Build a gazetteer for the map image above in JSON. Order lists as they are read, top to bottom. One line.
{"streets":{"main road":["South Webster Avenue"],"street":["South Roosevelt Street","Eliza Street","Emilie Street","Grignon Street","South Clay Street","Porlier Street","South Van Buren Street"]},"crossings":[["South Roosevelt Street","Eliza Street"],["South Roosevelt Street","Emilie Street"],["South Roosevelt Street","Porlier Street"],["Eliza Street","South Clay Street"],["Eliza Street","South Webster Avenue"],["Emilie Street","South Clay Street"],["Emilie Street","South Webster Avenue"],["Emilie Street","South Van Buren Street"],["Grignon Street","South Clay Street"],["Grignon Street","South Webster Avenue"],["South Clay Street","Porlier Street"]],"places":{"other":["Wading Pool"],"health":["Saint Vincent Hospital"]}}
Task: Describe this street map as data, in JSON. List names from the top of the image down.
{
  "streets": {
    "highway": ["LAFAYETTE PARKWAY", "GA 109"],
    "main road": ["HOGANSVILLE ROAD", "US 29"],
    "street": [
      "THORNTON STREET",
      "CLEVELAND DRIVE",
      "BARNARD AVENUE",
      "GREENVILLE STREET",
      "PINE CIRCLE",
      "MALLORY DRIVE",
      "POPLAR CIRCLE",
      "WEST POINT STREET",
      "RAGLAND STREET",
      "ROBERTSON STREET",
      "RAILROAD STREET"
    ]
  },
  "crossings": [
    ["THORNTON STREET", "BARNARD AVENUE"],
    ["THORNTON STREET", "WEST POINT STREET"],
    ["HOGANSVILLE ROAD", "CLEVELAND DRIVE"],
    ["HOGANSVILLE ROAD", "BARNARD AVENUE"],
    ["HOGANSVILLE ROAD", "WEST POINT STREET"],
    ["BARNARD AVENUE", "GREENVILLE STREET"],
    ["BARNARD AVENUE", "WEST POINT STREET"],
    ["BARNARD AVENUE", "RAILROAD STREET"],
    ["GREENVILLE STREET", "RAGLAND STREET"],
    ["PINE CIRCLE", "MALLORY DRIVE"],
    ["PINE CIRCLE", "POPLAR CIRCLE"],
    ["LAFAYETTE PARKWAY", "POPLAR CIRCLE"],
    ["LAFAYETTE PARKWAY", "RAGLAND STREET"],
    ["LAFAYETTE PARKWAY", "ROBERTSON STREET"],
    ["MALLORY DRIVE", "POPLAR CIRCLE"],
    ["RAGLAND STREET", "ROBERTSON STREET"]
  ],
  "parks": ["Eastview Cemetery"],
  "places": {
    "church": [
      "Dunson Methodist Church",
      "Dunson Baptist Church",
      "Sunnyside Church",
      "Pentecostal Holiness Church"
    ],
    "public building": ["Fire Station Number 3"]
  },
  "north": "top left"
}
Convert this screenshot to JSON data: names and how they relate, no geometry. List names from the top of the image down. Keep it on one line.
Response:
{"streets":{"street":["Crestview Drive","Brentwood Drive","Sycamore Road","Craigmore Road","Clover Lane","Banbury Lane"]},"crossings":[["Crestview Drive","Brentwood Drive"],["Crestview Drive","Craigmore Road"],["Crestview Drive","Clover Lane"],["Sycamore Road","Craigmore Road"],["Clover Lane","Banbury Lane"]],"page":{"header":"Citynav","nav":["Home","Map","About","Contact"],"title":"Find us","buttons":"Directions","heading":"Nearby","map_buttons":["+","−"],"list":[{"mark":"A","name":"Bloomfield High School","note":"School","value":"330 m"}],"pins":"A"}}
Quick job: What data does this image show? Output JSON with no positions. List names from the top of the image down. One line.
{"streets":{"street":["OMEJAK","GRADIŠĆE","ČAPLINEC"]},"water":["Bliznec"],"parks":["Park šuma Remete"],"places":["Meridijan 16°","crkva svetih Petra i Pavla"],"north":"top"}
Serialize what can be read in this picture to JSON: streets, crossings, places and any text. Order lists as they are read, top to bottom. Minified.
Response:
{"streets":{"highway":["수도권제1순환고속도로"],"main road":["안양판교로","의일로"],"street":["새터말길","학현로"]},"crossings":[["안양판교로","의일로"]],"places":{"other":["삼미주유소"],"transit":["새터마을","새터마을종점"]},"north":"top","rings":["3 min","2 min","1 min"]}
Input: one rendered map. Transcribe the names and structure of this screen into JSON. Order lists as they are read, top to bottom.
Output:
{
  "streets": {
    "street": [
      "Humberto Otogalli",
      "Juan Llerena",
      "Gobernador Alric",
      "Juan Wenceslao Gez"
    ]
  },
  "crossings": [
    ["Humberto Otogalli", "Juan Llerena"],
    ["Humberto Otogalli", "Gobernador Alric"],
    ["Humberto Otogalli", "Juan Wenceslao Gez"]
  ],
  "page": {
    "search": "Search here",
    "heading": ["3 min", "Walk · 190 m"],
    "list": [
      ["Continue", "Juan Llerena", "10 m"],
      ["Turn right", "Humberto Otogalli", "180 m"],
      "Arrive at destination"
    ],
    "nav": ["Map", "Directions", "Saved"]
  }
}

** Problem statement **
Give back exactly the lines above, from the line containing "Quick job: What" through the line containing "Serialize what can", with both end lines and nothing more.

** Result below **
Quick job: What data does this image show? Output JSON with no positions. List names from the top of the image down. One line.
{"streets":{"street":["OMEJAK","GRADIŠĆE","ČAPLINEC"]},"water":["Bliznec"],"parks":["Park šuma Remete"],"places":["Meridijan 16°","crkva svetih Petra i Pavla"],"north":"top"}
Serialize what can be read in this picture to JSON: streets, crossings, places and any text. Order lists as they are read, top to bottom. Minified.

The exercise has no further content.